Subjects and methods: The total sample consists of 1249 healthy individuals (mean age = 47.7, SD = 16.8) from 404 nuclear families. Fifteen interrelated anthropometric measurements were transformed into two principal components, reflecting body size and mass. Those, plus circulating levels of PTH and OPG, were subjected to association analysis, using transmission disequilibrium tests (TDTs) with ANKH gene. From 805 to 1150 individuals per SNP were genotyped.

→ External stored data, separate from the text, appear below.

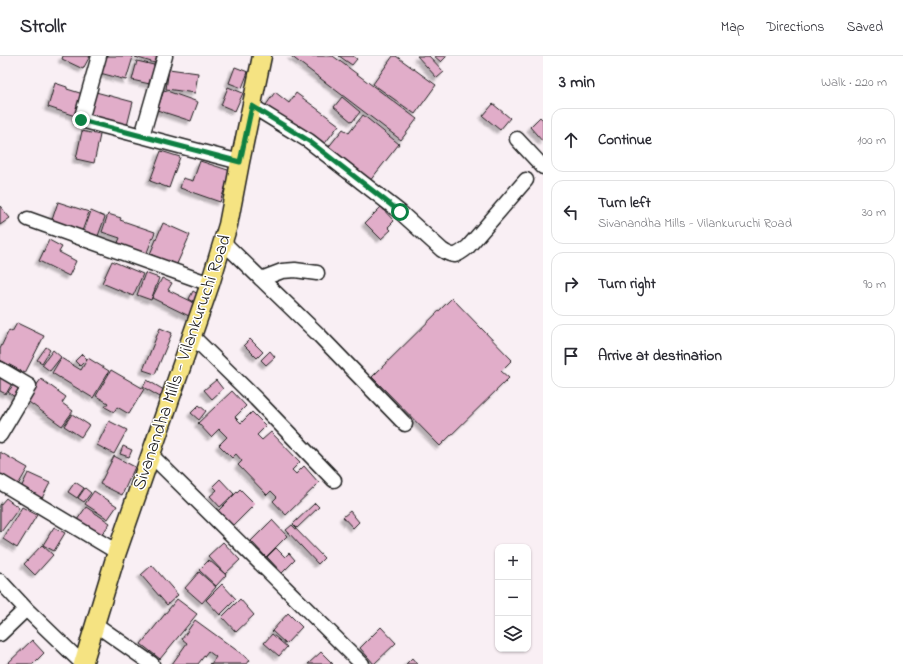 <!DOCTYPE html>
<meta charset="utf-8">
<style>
:root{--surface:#fff;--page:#f2f2f3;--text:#2b2b33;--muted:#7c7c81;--line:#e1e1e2}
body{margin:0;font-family:"Indie Flower",sans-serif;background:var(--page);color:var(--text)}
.controls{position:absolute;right:12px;bottom:12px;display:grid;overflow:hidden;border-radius:8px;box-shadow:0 1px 3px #0004}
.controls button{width:36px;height:36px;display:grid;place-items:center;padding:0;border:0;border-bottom:1px solid var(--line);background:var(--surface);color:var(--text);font:20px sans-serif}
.stop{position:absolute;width:12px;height:12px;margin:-9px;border:3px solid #0b8043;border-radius:50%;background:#fff}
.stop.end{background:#0b8043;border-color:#fff;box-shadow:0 1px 4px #0008}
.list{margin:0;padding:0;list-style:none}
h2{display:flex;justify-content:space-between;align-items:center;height:52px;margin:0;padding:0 16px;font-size:17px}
h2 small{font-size:13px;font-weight:400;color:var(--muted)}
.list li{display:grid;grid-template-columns:26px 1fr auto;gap:12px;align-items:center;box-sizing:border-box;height:64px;margin:0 8px 8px;padding:0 8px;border:1px solid var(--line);border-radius:12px}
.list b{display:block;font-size:15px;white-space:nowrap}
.list p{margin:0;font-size:13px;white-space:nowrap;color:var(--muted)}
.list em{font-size:13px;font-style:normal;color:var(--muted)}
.icon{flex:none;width:22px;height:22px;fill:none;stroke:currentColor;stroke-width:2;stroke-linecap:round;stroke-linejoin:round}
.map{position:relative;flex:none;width:543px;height:608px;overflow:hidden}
header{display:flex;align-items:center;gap:24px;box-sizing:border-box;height:56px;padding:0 20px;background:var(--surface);border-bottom:1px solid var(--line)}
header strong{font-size:19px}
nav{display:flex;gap:22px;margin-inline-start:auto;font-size:14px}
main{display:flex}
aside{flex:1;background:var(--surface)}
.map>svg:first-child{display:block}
.building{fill:#e1adc9;stroke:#1c1c1c;filter:url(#shadow)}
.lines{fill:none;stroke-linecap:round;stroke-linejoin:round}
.minor-casing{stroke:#1c1c1c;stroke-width:17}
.major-casing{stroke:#1c1c1c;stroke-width:21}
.minor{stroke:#fff;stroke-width:14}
.major{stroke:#f5e382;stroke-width:18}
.route{stroke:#0b8043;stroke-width:5}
.labels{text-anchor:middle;stroke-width:3;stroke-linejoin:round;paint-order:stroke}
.street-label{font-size:18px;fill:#1c1c1c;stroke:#fff}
</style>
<header>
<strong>Strollr</strong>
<nav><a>Map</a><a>Directions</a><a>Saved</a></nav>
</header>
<main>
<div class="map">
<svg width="543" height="608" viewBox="0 0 543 608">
<defs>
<filter id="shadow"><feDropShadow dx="-3.5" dy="3.5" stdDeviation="1" flood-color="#0004"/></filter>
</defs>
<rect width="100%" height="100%" fill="#f9eff4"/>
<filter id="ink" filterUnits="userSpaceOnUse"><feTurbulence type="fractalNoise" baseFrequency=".025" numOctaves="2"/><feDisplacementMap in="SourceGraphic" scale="8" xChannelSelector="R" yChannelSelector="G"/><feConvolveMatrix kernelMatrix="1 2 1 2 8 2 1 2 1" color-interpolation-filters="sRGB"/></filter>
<g filter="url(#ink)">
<!-- building -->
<path class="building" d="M63,0H90L83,13L62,3Z
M104,0H130L133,1L126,24L100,17Z
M136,0H161L158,8L135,1Z
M291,0H333L417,63L401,84Z
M339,0H353L357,3L352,9Z
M393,0H396L436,29L415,58L373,28Z
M417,0H429L444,16L437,22Z
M434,0H447L441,6Z
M137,5L158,10L154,29L132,24Z
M235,11L248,16L242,32L229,27Z
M169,13L198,17L195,37L166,33Z
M55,27L67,31V33L83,38L75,60L48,51Z
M228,31L243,37L235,55L221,49Z
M164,34L198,46L191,65L157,54Z
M92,35L133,46L127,70L86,60Z
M275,36L289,47L296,37L339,69L322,91L266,49Z
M342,41L360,56L352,66L334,51Z
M493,48L510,62L500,74L483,60Z
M363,59L399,88L369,126L327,93L343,73L349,77Z
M540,61L543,64V86L530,71Z
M82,75L100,79L94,107L76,103Z
M161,95L180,101L169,132L150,125Z
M200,105L231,115L220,146L180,132L183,122L193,125Z
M58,146L89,156L81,178L51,167Z
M0,150L10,162L0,169Z
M381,151L394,165L388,171L391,174L381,183L365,167Z
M91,155L105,161L98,180L84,175Z
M108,158L121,162L120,164L155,176L146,199L117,189L120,182L102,176Z
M163,167L190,179L176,210L150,198Z
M49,184L62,191L59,196L76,205L69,220L39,205Z
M112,205L143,218L133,240L102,227Z
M145,217L159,222L151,244L137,239Z
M162,222L172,227L168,234L197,248L191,261L152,242Z
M193,235L198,238L194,246L189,243Z
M452,242L512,304L501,315L509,322L440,390L372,321Z
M17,267L44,280L25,317L0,304V293L9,274L12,276Z
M160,272L172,277L155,318L143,314Z
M250,283L263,296L257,302L244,289Z
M46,291L50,294L42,307L37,304Z
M53,294L61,301L50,315L42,309Z
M270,295L275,301L266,309L261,304Z
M82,298L87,303L80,310L75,305Z
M61,302L81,314L88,302L109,315L93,342L52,317Z
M111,314L144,333L129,358L117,351L114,356L105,351L108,347L96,340Z
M3,317L14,324L6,338L0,335V322Z
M41,323L66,341L62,347L73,355L62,370L26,344Z
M147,324L164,334L160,341L143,331Z
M216,324L223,333L212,343L204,334Z
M14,328L23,333L16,342L8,336Z
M232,335L246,350L235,361L241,367L252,356L266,370L257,379L262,384L271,376L300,406L292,414L296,418L304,410L319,427L286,459L273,445L277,441L271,435L267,439L238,409L242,405L236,398L232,402L219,389L227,381L219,373L211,381L198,367Z
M199,349L206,355L199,364L191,357Z
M72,358L89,369L81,381L64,370Z
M109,365L127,374L114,398L97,389Z
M123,390L132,394L129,401L120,398Z
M0,396L28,412L18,429L0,419Z
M114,400L135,411L122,439L100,428Z
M28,417L50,427L41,444L20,434Z
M220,423L234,438L220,451L210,440L217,434L213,430Z
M75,426L84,432L77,442L68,436Z
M85,432L91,437L84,446L78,442Z
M240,433L255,448L233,470L218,455Z
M94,435L117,450L108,463L85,448Z
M6,442L19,452L1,476L0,475V449Z
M315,447L319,451L297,472L293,468Z
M22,451L37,459L17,492L3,483Z
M86,451L110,467L99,483L75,467Z
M350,455L359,466L353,472L343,461Z
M272,464L287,480L266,501L251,485Z
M292,469L324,502L318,508L286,474Z
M54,471L65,477L54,495L43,489Z
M223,486L240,504L225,518L208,500Z
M42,489L53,499L35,519L24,508Z
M276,492L285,501L289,497L295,504L282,517L267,501Z
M209,504L226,519L216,530L199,514Z
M152,509L178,539L167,549L141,519Z
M199,516L216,531L202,547L185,532Z
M222,528L236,543L220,559L206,544Z
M177,543L197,558L160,603L141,588Z
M240,543L254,559L236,576L222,561Z
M288,557L302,571L286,588L272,575Z
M195,564L250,604L247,608H209L210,607L211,608L216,601L208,595L198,608H172L187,587L182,583Z
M381,571L396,587L374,608L360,592Z
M272,578L287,591L279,600L264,587Z
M32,584L44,597L33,608H7Z
M321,596L333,608H308Z
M412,602L417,608H406Z"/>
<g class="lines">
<defs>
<path id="minor" d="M99,0L81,64L240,106
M252,50L309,85L400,156L442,194C454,202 457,200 468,191L526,124
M142,80L165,0
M517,83L543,111
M28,163L210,228
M223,186L319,279L405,368
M261,223L282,215L295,214L317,217
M192,280L256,343L334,424
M0,313L29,330L0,379
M150,398L362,608
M0,426L117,496
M0,525L26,553L83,608
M95,568L152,608
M0,578L26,553"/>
<path id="major" d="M83,608L117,496L210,228L228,169L240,106L262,0"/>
</defs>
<!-- minor casing -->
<use href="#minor" class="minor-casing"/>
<!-- major casing -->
<use href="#major" class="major-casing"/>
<!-- minor -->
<use href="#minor" class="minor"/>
<!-- major -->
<use href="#major" class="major"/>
</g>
</g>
<g class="lines" filter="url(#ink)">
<!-- route -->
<path class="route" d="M81,64L240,106L252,50L309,85L400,156"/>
</g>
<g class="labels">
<!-- street labels -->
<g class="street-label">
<text transform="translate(181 306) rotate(-71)" y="6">Sivanandha Mills - Vilankuruchi Road</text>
</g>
</g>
</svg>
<div class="controls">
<button>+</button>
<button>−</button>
<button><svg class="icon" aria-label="layers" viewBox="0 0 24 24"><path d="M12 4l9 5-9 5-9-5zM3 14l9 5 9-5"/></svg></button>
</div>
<div class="stop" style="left:400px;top:156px"></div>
<div class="stop end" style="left:81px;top:64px"></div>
</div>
<aside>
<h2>3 min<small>Walk · 220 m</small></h2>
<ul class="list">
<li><svg class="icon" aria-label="ahead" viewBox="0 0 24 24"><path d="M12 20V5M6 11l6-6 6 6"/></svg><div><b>Continue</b></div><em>100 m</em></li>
<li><svg class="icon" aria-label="left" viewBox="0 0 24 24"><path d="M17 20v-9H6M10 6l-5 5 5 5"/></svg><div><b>Turn left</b><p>Sivanandha Mills - Vilankuruchi Road</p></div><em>30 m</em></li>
<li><svg class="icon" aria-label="right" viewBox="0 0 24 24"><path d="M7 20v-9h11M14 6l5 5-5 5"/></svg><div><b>Turn right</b></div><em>90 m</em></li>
<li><svg class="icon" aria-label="arrive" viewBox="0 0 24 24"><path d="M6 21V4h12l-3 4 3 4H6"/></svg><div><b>Arrive at destination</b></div></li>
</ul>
</aside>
</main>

Results: In the proximal region (rs3006069–rs835154–rs835141), associations were found between the A–A–C haplotype and the first principal component reflecting body size (p ≤ 0.048), whereas another haplotype, G–G–C, was associated with the first principal component, reflecting the body mass (p ≤ 0.008). In the distal region of ANKH (rs39968–rs696294–rs875525), the A–A–C haplotype was found to be associated with OPG plasma levels (p ≤ 0.001), whereas the G–A–C haplotype was associated with PTH circulating concentrations (p ≤ 0.025).
Conclusion: Taken together, the results show discrimination between the corresponding regions and haplotypes, suggesting trait-specific gene variants that influenced bone-related phenotypic variation in the studied population.